Vladimir lance la construction du premier édifice chrétien russe: l’église de la Dîme à Kiev, à laquelle il accorde le dixième de ses revenus.
Si Olga et Vladimir seront considérés a posteriori comme les nouveaux Constantin et Hélène, les deux premiers saints de la nouvelle Eglise russe sont les fils cadets de Vladimir, Boris et Gleb. Baptisés en tant que Romain et David, ils sont assassinés par Sviatopolk le Maudit (1015), lui-même tué par leur autre frère Iaroslav le Sage. Un sanctuaire est dédié à Boris et Gleb et leur culte est célébré dans toute la Rous’ jusqu’à Constantinople.
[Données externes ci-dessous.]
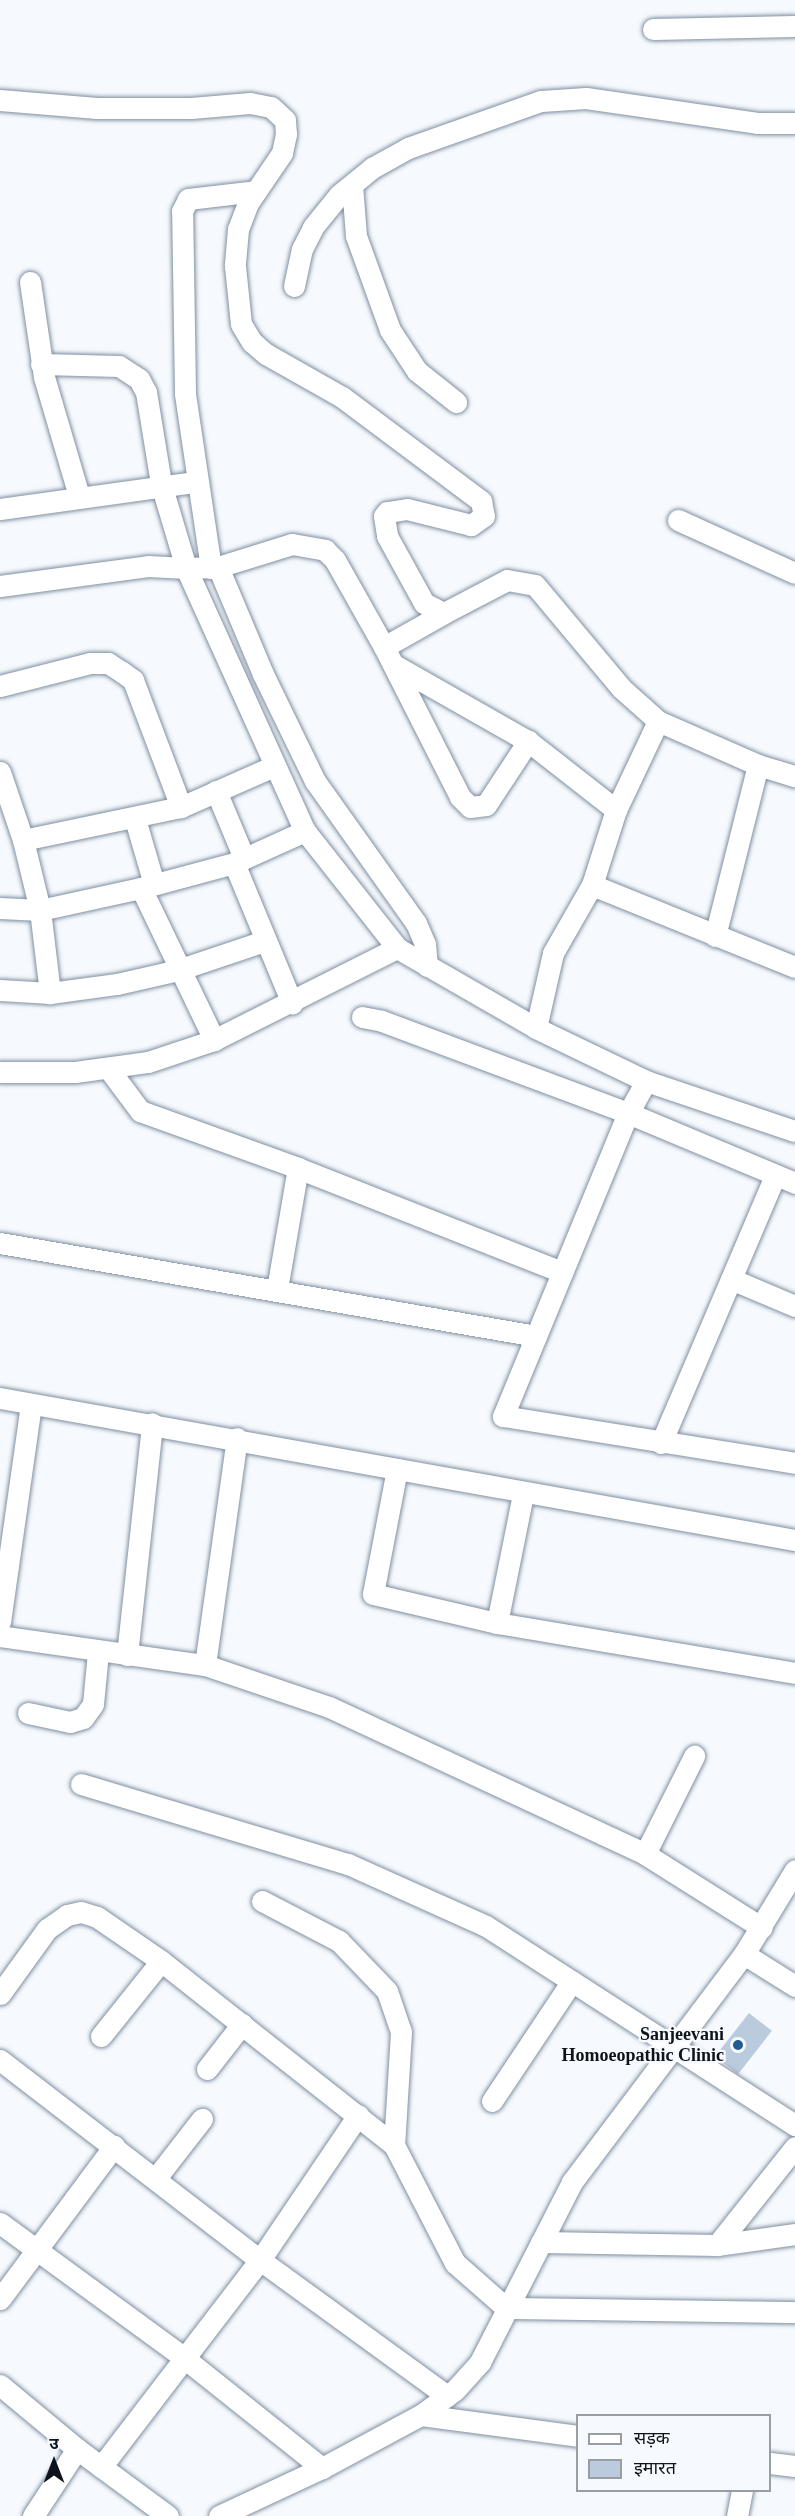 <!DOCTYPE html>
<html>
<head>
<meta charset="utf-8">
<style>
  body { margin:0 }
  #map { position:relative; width:795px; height:2516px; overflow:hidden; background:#f6fafe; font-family:"Times New Roman","Noto Sans Devanagari",serif }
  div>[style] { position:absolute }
  .building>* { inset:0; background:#bbcbde; transform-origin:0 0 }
  .roads { filter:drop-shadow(0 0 2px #808fa1) drop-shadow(0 0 2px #808fa1) }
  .street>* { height:21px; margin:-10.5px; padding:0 10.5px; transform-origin:10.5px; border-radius:10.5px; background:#fff }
  .dots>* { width:16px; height:16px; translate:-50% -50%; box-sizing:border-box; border:3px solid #f6fafe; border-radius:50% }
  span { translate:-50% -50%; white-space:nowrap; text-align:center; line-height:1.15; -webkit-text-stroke:4.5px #f6fafe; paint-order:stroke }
  .poi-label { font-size:18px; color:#0e141b; font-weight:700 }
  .right { translate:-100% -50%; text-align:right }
  .legend { position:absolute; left:576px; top:2414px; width:195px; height:78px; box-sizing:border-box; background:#f6fafe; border:2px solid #999ea3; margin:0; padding:8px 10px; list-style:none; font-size:18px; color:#0e141b }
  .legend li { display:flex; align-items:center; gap:12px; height:30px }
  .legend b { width:30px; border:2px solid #999ea3 }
  .north { position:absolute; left:24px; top:2432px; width:60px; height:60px; -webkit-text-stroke:4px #f6fafe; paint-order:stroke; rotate:0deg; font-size:16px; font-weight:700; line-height:24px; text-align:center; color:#0e141b }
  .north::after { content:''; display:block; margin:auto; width:21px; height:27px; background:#0e141b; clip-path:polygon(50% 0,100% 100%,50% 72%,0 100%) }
</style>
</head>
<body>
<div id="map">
  <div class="building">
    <i style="left:749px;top:2013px;width:29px;height:55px;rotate:38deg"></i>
  </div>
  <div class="roads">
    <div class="street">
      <i style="left:653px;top:29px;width:142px;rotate:-1.2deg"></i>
      <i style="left:0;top:100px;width:97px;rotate:4.7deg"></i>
      <i style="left:97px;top:108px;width:94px"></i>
      <i style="left:191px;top:108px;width:59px;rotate:-4.8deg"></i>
      <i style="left:250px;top:103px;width:21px;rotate:11deg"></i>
      <i style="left:271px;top:107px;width:19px;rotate:43deg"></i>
      <i style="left:285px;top:120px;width:14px;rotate:86deg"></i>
      <i style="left:286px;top:134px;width:19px;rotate:102deg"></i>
      <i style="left:282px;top:153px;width:60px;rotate:124.2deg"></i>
      <i style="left:248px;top:203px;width:28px;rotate:111deg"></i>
      <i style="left:238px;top:229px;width:37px;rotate:95deg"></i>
      <i style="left:235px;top:266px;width:58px;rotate:84.1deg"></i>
      <i style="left:241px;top:324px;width:21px;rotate:59deg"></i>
      <i style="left:252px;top:342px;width:18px;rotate:41deg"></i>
      <i style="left:266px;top:354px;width:87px;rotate:29.5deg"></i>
      <i style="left:342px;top:397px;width:174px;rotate:36.8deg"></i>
      <i style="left:481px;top:501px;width:15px;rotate:79deg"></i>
      <i style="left:484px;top:516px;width:16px;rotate:145deg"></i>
      <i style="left:471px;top:525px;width:66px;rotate:-166deg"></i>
      <i style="left:407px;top:509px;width:20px;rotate:171deg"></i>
      <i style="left:387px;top:512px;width:5px;rotate:127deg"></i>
      <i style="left:384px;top:516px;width:20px;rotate:81deg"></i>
      <i style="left:387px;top:536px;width:77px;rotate:61.1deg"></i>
      <i style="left:424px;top:603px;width:22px;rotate:27deg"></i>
      <i style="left:444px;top:613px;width:71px;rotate:-27.6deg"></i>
      <i style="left:507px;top:580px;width:28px;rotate:10deg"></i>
      <i style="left:535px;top:585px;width:134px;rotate:50.1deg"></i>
      <i style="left:621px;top:688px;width:50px;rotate:41.7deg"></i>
      <i style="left:658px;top:721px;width:109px;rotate:23.7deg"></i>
      <i style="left:758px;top:765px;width:39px;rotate:17deg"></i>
      <i style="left:352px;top:185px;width:51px;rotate:85.5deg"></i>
      <i style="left:356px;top:236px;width:100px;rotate:70.1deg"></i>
      <i style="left:390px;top:330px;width:49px;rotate:56.6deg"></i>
      <i style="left:417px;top:371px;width:50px;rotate:38.5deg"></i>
      <i style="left:30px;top:282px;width:96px;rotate:81.6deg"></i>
      <i style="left:44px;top:377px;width:124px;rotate:73.6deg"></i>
      <i style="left:294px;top:286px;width:38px;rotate:-78deg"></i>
      <i style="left:302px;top:249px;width:25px;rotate:-63deg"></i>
      <i style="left:313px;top:227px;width:41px;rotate:-50.9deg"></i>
      <i style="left:339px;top:195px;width:43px;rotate:-39.3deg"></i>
      <i style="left:372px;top:168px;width:41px;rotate:-29.1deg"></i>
      <i style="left:408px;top:148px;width:141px;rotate:-19.5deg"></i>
      <i style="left:541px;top:101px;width:45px;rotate:-3.8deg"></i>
      <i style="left:586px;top:98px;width:173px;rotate:8.3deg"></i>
      <i style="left:757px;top:123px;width:38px"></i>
      <i style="left:41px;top:364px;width:78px;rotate:1.5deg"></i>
      <i style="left:119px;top:366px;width:24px;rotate:33deg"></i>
      <i style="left:139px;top:379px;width:15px;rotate:62deg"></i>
      <i style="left:146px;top:392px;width:93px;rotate:80.7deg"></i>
      <i style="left:161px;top:484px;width:88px;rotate:73.4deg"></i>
      <i style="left:186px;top:568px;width:32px;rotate:-2deg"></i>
      <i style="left:218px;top:567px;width:77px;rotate:-17.3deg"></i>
      <i style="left:292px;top:544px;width:34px;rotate:10deg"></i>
      <i style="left:325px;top:550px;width:14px;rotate:45deg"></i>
      <i style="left:335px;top:560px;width:100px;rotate:60.6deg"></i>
      <i style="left:384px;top:647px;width:168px;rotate:63.1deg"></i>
      <i style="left:460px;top:797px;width:14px;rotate:45deg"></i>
      <i style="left:470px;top:807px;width:16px;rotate:-7deg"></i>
      <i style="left:486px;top:805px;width:77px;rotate:-56.7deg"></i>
      <i style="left:0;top:509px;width:197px;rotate:-7.9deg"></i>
      <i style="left:678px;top:520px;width:128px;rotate:24.4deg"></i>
      <i style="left:218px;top:567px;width:116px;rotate:67.2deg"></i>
      <i style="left:263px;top:674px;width:119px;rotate:64.1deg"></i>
      <i style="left:315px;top:781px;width:174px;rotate:54.6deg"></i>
      <i style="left:416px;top:923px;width:23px;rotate:67deg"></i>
      <i style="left:425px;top:944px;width:22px;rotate:85deg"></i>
      <i style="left:211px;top:568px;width:177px;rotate:-98.5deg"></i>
      <i style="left:185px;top:393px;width:182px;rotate:-90.9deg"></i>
      <i style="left:182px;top:211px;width:13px;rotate:-63deg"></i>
      <i style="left:188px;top:199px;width:68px;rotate:-6.7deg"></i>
      <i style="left:0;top:586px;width:149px;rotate:-7.7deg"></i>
      <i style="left:148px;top:566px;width:38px;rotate:3deg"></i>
      <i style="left:186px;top:568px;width:289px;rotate:65.7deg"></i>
      <i style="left:305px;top:831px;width:149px;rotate:51.8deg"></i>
      <i style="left:397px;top:948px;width:160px;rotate:29.9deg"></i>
      <i style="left:536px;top:1028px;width:122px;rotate:25.7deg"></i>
      <i style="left:646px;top:1081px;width:157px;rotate:18.6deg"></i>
      <i style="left:384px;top:647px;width:69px;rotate:-29.5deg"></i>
      <i style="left:394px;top:665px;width:154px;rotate:29.6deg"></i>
      <i style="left:528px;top:741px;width:112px;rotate:38.1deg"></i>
      <i style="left:0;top:686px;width:93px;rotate:-14.3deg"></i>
      <i style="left:90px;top:663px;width:18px"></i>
      <i style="left:108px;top:663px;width:17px;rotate:33deg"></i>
      <i style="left:122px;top:672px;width:14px;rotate:36deg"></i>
      <i style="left:133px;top:680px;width:136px;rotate:69.3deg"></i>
      <i style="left:0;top:772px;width:72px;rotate:71.3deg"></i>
      <i style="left:23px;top:840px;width:161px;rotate:-11.8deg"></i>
      <i style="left:181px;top:807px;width:102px;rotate:-23.8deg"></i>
      <i style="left:216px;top:791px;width:73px;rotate:67.3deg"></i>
      <i style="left:135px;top:819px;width:68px;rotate:73.7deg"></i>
      <i style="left:23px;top:840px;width:72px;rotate:76.3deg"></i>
      <i style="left:40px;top:910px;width:84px;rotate:83.1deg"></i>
      <i style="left:234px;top:863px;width:152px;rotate:67.5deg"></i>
      <i style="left:592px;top:885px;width:219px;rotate:22deg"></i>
      <i style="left:141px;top:888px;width:169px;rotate:64.3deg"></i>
      <i style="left:0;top:908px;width:40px;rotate:2.9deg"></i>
      <i style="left:40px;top:910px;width:103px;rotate:-12.3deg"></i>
      <i style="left:141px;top:888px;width:96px;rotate:-15deg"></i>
      <i style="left:234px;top:863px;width:78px;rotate:-24.3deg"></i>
      <i style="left:715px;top:936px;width:176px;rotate:-75.9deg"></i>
      <i style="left:0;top:990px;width:50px;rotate:3.4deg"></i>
      <i style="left:50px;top:993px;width:68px;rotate:-7.7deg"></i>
      <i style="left:117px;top:984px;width:63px;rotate:-12.9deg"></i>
      <i style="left:178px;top:970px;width:91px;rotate:-18.6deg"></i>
      <i style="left:362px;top:1017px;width:20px;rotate:11deg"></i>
      <i style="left:382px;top:1021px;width:263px;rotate:20.5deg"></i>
      <i style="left:628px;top:1113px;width:181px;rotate:22.7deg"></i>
      <i style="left:536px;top:1028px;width:77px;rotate:-77.2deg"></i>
      <i style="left:553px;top:953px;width:78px;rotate:-60.2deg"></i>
      <i style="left:592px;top:885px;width:79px;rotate:-72.3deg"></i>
      <i style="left:616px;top:810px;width:98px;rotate:-64.7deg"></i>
      <i style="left:108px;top:1068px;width:54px;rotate:53.3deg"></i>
      <i style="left:140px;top:1111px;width:168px;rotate:19.8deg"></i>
      <i style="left:298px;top:1168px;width:284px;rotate:21.5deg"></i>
      <i style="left:0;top:1072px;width:75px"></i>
      <i style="left:75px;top:1072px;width:74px;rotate:-7.8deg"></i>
      <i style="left:148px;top:1062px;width:70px;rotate:-18.4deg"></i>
      <i style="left:214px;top:1040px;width:205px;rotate:-26.7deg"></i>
      <i style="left:646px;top:1081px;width:37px;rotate:119deg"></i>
      <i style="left:628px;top:1113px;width:328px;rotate:112.4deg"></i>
      <i style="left:503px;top:1416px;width:296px;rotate:9.1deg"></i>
      <i style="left:0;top:1243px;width:544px;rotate:9.84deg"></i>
      <i style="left:731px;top:1279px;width:69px;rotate:22.9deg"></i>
      <i style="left:277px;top:1289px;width:123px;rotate:-80.2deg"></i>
      <i style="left:0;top:1398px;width:808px;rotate:10.13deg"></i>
      <i style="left:661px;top:1443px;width:290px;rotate:-66.9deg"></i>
      <i style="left:397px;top:1469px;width:127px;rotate:100.9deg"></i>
      <i style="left:373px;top:1594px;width:127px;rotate:13.2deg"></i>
      <i style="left:497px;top:1623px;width:302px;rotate:9.5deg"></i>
      <i style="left:0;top:1622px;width:220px;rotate:-81.9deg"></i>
      <i style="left:497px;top:1623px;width:132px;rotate:-78.6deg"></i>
      <i style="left:0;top:1636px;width:207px;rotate:8.1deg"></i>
      <i style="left:205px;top:1665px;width:131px;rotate:18.7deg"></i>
      <i style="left:329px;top:1707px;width:349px;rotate:24.9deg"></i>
      <i style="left:645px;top:1854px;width:138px;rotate:32.3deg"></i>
      <i style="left:127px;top:1655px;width:233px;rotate:-83.8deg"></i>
      <i style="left:205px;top:1665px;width:229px;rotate:-82deg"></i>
      <i style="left:28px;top:1713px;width:43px;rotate:12.1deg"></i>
      <i style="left:70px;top:1722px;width:14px;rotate:-17deg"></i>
      <i style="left:83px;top:1718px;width:17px;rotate:-54deg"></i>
      <i style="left:93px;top:1704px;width:52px;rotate:-84.5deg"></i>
      <i style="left:81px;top:1784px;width:279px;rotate:16.7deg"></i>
      <i style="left:348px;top:1864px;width:151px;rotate:24.2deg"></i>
      <i style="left:486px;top:1926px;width:368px;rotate:32.8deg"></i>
      <i style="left:645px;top:1854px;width:110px;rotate:-63.4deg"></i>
      <i style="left:262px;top:1901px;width:87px;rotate:27.5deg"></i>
      <i style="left:339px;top:1941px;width:69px;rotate:46.2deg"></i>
      <i style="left:387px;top:1991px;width:43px;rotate:71.1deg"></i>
      <i style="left:401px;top:2032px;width:113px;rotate:93.5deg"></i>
      <i style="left:744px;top:1954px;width:60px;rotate:32.1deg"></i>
      <i style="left:0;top:1994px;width:80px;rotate:-54.1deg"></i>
      <i style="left:47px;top:1929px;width:24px;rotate:-35deg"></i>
      <i style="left:67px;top:1915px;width:14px;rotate:-12deg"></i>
      <i style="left:81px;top:1912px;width:17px;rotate:17deg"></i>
      <i style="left:97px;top:1917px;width:78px;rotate:34.5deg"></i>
      <i style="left:161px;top:1961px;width:297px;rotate:38.3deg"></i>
      <i style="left:394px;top:2145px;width:133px;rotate:62.7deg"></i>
      <i style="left:455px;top:2263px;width:68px;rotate:41.4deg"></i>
      <i style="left:506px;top:2308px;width:289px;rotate:0.8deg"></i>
      <i style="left:101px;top:2036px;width:96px;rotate:-51.3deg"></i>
      <i style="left:0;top:2060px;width:328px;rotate:37.6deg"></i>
      <i style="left:260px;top:2260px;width:231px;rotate:36deg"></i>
      <i style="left:207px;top:2069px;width:57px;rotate:-52.1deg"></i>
      <i style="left:492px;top:2101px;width:144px;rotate:-56.3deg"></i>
      <i style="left:156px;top:2178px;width:75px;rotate:-52.1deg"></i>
      <i style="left:0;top:2223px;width:227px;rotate:36.2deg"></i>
      <i style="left:183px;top:2357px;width:178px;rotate:38.6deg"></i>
      <i style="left:541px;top:2242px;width:176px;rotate:1deg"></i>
      <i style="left:717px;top:2245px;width:79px;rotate:-8deg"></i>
      <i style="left:717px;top:2245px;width:125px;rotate:-51.5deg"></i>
      <i style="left:0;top:2299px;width:191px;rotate:-53.3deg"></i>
      <i style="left:0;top:2385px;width:100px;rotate:39.7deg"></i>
      <i style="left:77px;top:2449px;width:113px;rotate:36.4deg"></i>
      <i style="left:421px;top:2415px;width:158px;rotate:7.6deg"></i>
      <i style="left:770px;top:2463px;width:25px;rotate:7deg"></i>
      <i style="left:101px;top:2467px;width:261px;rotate:-52.5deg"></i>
      <i style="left:260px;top:2260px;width:175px;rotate:-55.9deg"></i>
      <i style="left:33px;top:2516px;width:80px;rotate:-56.7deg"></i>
      <i style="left:219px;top:2516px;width:114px;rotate:-25deg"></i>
      <i style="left:322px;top:2468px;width:112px;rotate:-28.2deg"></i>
      <i style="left:421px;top:2415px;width:42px;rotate:-36.3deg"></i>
      <i style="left:455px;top:2390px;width:38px;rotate:-48deg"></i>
      <i style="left:480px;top:2362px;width:202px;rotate:-62.9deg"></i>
      <i style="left:572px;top:2182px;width:286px;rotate:-53deg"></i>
      <i style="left:744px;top:1954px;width:98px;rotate:-58.7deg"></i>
      <i style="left:737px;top:2516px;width:26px;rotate:-79deg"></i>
    </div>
  </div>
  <div class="dots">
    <i style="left:738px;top:2045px;background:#225b92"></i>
  </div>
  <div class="poi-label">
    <span class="right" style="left:724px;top:2045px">Sanjeevani<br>Homoeopathic Clinic</span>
  </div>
  <ul class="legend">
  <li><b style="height:8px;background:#fff"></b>सड़क</li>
  <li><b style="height:16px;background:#bbcbde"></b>इमारत</li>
  </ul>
  <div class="north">उ</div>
</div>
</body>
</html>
A la fois princes, guerriers et martyrs, ils deviennent des figures majeures du christianisme russe. Comme en atteste l’icône de Novgorod (milieu du XIVe siècle). Boris et Gleb, dont le nom dynastique a supplanté le nom de baptême, sont représentés chacun une croix dans la main droite. Leur statut de guerrier est évoqué par leur épée et celui de prince par leur costume traditionnel, composé d’une longue tunique brodée d’orfrois, d’un manteau doublé de fourrure, bordé de perles et attaché sur la poitrine. Ils portent un couvre-chef garni de fourrure.
« Le canon élancé et aristocratique des personnages, aux mains et aux pieds menus, souligné par les lignes verticales des vêtements, de même que l’aspect hiératique de l’ensemble, confère à l’icône un caractère emblématique. Il n’interdit pas cependant, une forte individualisation des visages des deux saints, par ailleurs fermement installés dans l’espace », observe L. P. Tarassenko (cf. catalogue expo).
Iaroslav le Sage (1019-1054) prend donc la succession de Vladimir sur le trône de Kiev.
La Rous’ kiévienne prospère. Bapisée par Constantinople, elle devient aux XIe et XIIe siècles un vaste domaine d’expansion de la civilisation byzantine. L’Eglise est grecque par ses usages, sa liturgie, ses structures et son modèle du monachisme. Les premières Sainte-Sophie voient le jour, à Kiev vers 1040, à Novgorod en 1045. Les peintres byzantins importent la technique de l’icône, telle la Vierge de Vladimir, icône byzantine de la Vierge de tendresse (Eléoussa), apportée de Constantinople à Kiev vers 1130.
Autre exemple du rayonnement de l’art byzantin: le calice à deux anses de Novgorod (XIe siècle).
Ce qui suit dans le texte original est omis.